◆ ABOUT THIS EXERCISE:
Write out all the data again, exactly.

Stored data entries

+--

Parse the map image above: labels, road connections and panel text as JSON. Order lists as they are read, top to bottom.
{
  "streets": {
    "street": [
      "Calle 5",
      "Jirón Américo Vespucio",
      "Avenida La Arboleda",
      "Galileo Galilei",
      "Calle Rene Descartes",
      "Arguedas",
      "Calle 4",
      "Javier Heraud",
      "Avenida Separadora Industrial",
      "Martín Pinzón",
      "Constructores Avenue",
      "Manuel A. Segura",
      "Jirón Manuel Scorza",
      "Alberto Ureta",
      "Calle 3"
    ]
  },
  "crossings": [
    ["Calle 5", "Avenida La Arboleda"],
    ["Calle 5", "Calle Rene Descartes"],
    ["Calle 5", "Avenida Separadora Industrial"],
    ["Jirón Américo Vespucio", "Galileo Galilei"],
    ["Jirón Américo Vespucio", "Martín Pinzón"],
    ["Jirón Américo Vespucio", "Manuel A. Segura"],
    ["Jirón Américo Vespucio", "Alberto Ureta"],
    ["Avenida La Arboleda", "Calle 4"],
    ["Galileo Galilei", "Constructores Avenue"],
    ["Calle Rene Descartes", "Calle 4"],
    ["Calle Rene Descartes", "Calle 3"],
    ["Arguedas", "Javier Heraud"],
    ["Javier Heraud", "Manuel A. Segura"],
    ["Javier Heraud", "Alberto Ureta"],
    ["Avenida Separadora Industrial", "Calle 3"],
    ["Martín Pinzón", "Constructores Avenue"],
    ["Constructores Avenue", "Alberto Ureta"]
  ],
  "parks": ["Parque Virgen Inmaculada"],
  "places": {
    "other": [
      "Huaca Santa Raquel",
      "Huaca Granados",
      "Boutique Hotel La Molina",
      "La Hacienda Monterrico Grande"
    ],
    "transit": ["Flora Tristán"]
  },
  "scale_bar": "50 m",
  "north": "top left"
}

+--

◆ YOUR RESPONSE:
Parse the map image above: labels, road connections and panel text as JSON. Order lists as they are read, top to bottom.
{
  "streets": {
    "street": [
      "Calle 5",
      "Jirón Américo Vespucio",
      "Avenida La Arboleda",
      "Galileo Galilei",
      "Calle Rene Descartes",
      "Arguedas",
      "Calle 4",
      "Javier Heraud",
      "Avenida Separadora Industrial",
      "Martín Pinzón",
      "Constructores Avenue",
      "Manuel A. Segura",
      "Jirón Manuel Scorza",
      "Alberto Ureta",
      "Calle 3"
    ]
  },
  "crossings": [
    ["Calle 5", "Avenida La Arboleda"],
    ["Calle 5", "Calle Rene Descartes"],
    ["Calle 5", "Avenida Separadora Industrial"],
    ["Jirón Américo Vespucio", "Galileo Galilei"],
    ["Jirón Américo Vespucio", "Martín Pinzón"],
    ["Jirón Américo Vespucio", "Manuel A. Segura"],
    ["Jirón Américo Vespucio", "Alberto Ureta"],
    ["Avenida La Arboleda", "Calle 4"],
    ["Galileo Galilei", "Constructores Avenue"],
    ["Calle Rene Descartes", "Calle 4"],
    ["Calle Rene Descartes", "Calle 3"],
    ["Arguedas", "Javier Heraud"],
    ["Javier Heraud", "Manuel A. Segura"],
    ["Javier Heraud", "Alberto Ureta"],
    ["Avenida Separadora Industrial", "Calle 3"],
    ["Martín Pinzón", "Constructores Avenue"],
    ["Constructores Avenue", "Alberto Ureta"]
  ],
  "parks": ["Parque Virgen Inmaculada"],
  "places": {
    "other": [
      "Huaca Santa Raquel",
      "Huaca Granados",
      "Boutique Hotel La Molina",
      "La Hacienda Monterrico Grande"
    ],
    "transit": ["Flora Tristán"]
  },
  "scale_bar": "50 m",
  "north": "top left"
}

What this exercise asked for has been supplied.